Source material Start Marker

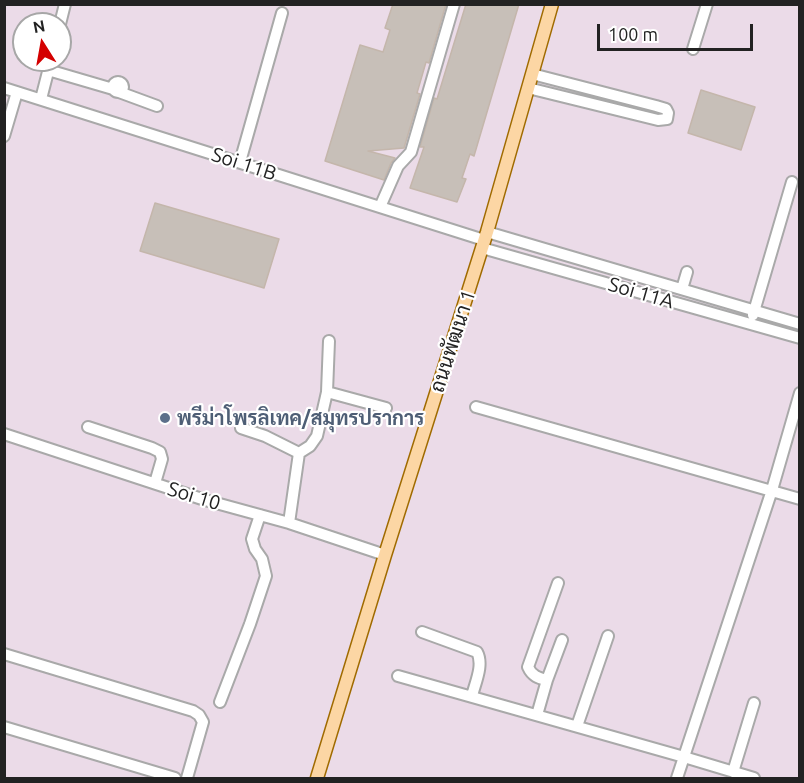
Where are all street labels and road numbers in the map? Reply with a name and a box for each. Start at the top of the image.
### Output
street label: Soi 11B [208,142,280,186]
street label: Soi 11A [605,272,677,314]
street label: ถนนพัฒนา 1 [425,287,481,395]
street label: Soi 10 [165,477,223,515]

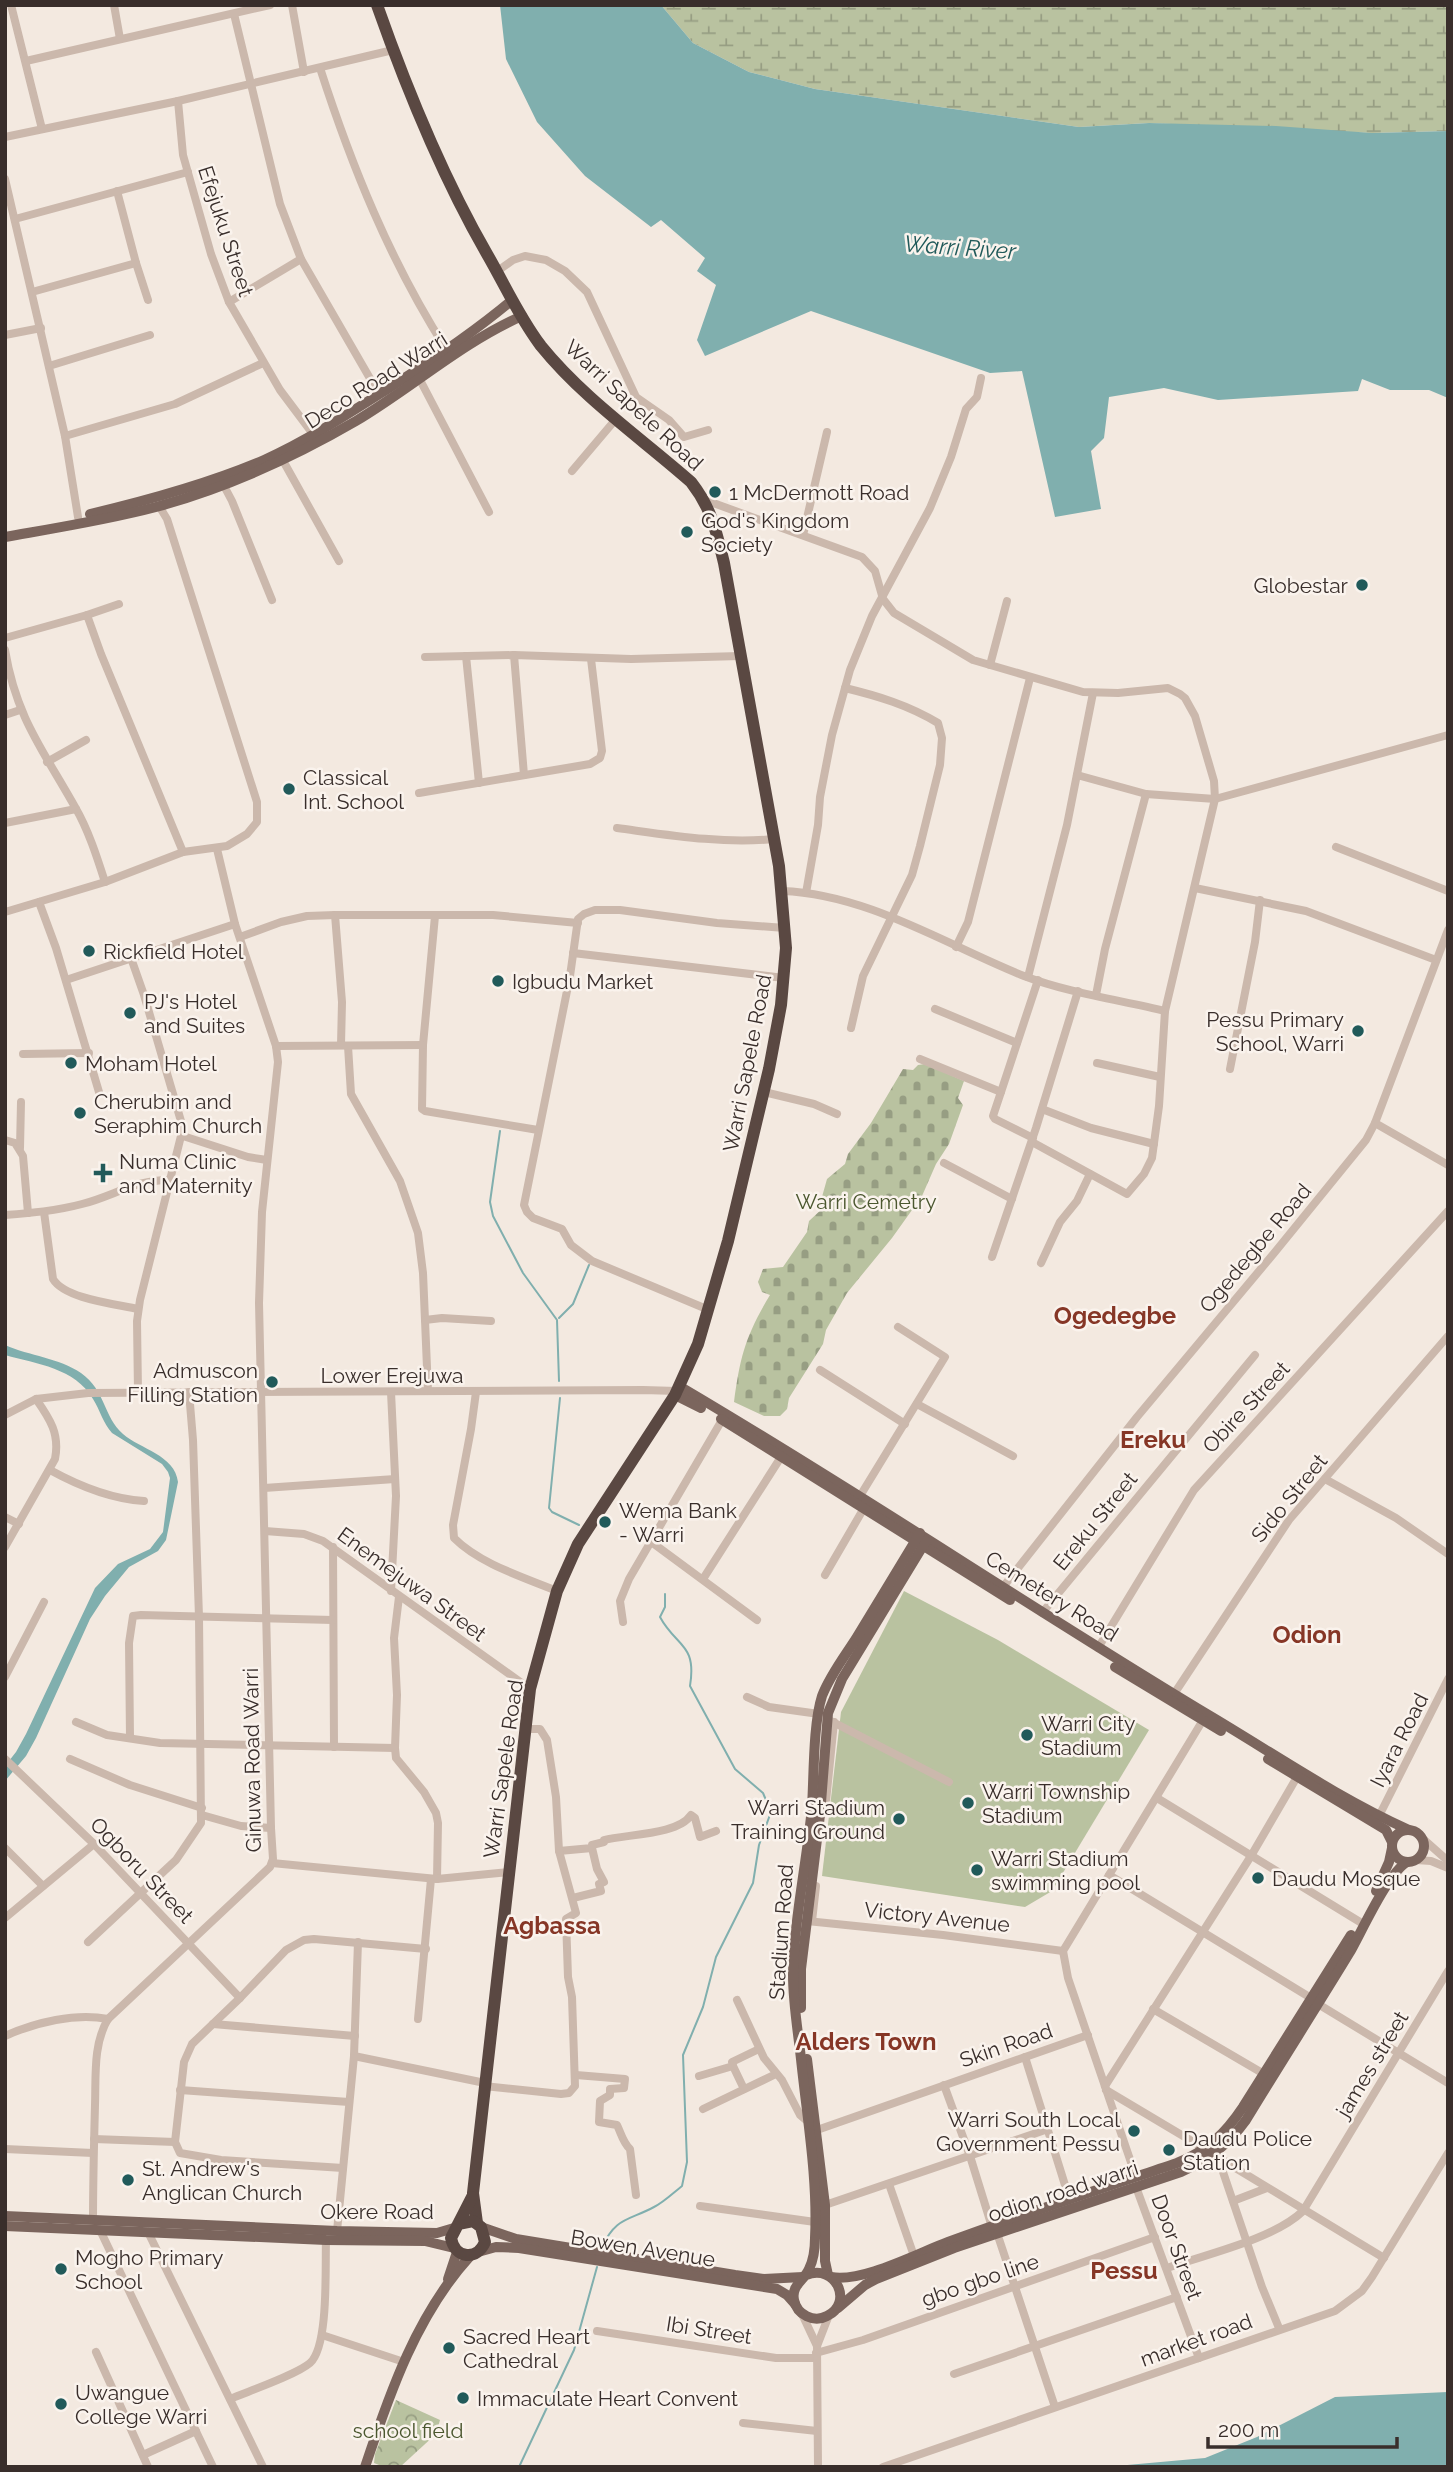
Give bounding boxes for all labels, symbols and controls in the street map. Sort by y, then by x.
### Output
street label: Efejuku Street [193,163,259,299]
water label: Warri River [903,230,1018,264]
street label: Deco Road Warri [300,326,452,434]
street label: Warri Sapele Road [560,334,708,476]
place label: 1 McDermott Road [729,480,909,505]
marker: 1 McDermott Road [707,484,723,500]
place label: God's Kingdom Society [701,508,849,557]
marker: God's Kingdom Society [679,524,695,540]
place label: Globestar [1253,573,1349,598]
marker: Globestar [1354,577,1370,593]
place label: Classical Int. School [303,765,404,814]
marker: Classical Int. School [281,781,297,797]
place label: Rickfield Hotel [103,939,244,964]
marker: Rickfield Hotel [81,943,97,959]
place label: Igbudu Market [512,969,653,994]
street label: Warri Sapele Road [718,972,776,1154]
marker: Igbudu Market [490,973,506,989]
place label: PJ's Hotel and Suites [144,989,245,1038]
marker: PJ's Hotel and Suites [122,1005,138,1021]
place label: Pessu Primary School, Warri [1206,1007,1344,1056]
marker: Pessu Primary School, Warri [1350,1023,1366,1039]
place label: Moham Hotel [85,1051,217,1076]
marker: Moham Hotel [63,1055,79,1071]
place label: Cherubim and Seraphim Church [94,1089,262,1138]
marker: Cherubim and Seraphim Church [72,1105,88,1121]
place label: Numa Clinic and Maternity [119,1149,253,1198]
marker: Numa Clinic and Maternity [93,1163,113,1183]
street label: Ogedegbe Road [1194,1179,1316,1317]
park label: Warri Cemetry [795,1189,937,1214]
district label: Ogedegbe [1054,1301,1176,1330]
street label: Obire Street [1197,1356,1295,1458]
place label: Admuscon Filling Station [127,1358,258,1407]
street label: Lower Erejuwa [321,1363,463,1388]
marker: Admuscon Filling Station [264,1374,280,1390]
district label: Ereku [1120,1425,1186,1454]
street label: Sido Street [1246,1449,1332,1547]
street label: Ereku Street [1048,1467,1142,1575]
place label: Wema Bank - Warri [619,1498,737,1547]
marker: Wema Bank - Warri [597,1514,613,1530]
street label: Enemejuwa Street [333,1522,491,1646]
street label: Cemetery Road [981,1545,1123,1647]
district label: Odion [1273,1620,1341,1649]
street label: Ginuwa Road Warri [238,1668,266,1852]
street label: Warri Sapele Road [478,1678,528,1860]
street label: Iyara Road [1365,1689,1433,1791]
place label: Warri City Stadium [1041,1711,1135,1760]
marker: Warri City Stadium [1019,1727,1035,1743]
place label: Warri Township Stadium [982,1779,1130,1828]
place label: Warri Stadium Training Ground [731,1795,885,1844]
marker: Warri Township Stadium [960,1795,976,1811]
marker: Warri Stadium Training Ground [891,1811,907,1827]
street label: Ogboru Street [85,1812,199,1928]
place label: Warri Stadium swimming pool [991,1846,1140,1895]
marker: Warri Stadium swimming pool [969,1862,985,1878]
street label: Stadium Road [764,1863,798,2001]
place label: Daudu Mosque [1272,1866,1420,1891]
marker: Daudu Mosque [1250,1870,1266,1886]
street label: Victory Avenue [863,1897,1011,1937]
district label: Agbassa [503,1911,601,1940]
street label: james street [1329,2007,1413,2124]
street label: Skin Road [956,2017,1056,2073]
district label: Alders Town [796,2027,936,2056]
place label: Warri South Local Government Pessu [936,2107,1120,2156]
marker: Warri South Local Government Pessu [1126,2123,1142,2139]
place label: Daudu Police Station [1183,2126,1312,2175]
marker: Daudu Police Station [1161,2142,1177,2158]
street label: odion road warri [985,2155,1141,2227]
place label: St. Andrew's Anglican Church [142,2156,302,2205]
marker: St. Andrew's Anglican Church [120,2172,136,2188]
street label: Door Street [1146,2191,1208,2303]
street label: Okere Road [320,2199,434,2224]
street label: Bowen Avenue [569,2224,717,2272]
place label: Mogho Primary School [75,2245,223,2294]
street label: gbo gbo line [918,2248,1042,2312]
district label: Pessu [1090,2256,1158,2285]
marker: Mogho Primary School [53,2261,69,2277]
street label: market road [1137,2308,1255,2372]
street label: Ibi Street [664,2311,754,2349]
place label: Sacred Heart Cathedral [463,2324,590,2373]
marker: Sacred Heart Cathedral [441,2340,457,2356]
place label: Uwangue College Warri [75,2380,207,2429]
place label: Immaculate Heart Convent [477,2386,738,2411]
marker: Immaculate Heart Convent [455,2390,471,2406]
marker: Uwangue College Warri [53,2396,69,2412]
scale bar [1208,2406,1397,2450]
text: 200 m [1218,2417,1279,2442]
park label: school field [352,2418,464,2443]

Source material End Marker

→ **Work task**: Filter the data for the string "Mogho". Copy each matching line.

→ **Written answer**:
place label: Mogho Primary School [75,2245,223,2294]
marker: Mogho Primary School [53,2261,69,2277]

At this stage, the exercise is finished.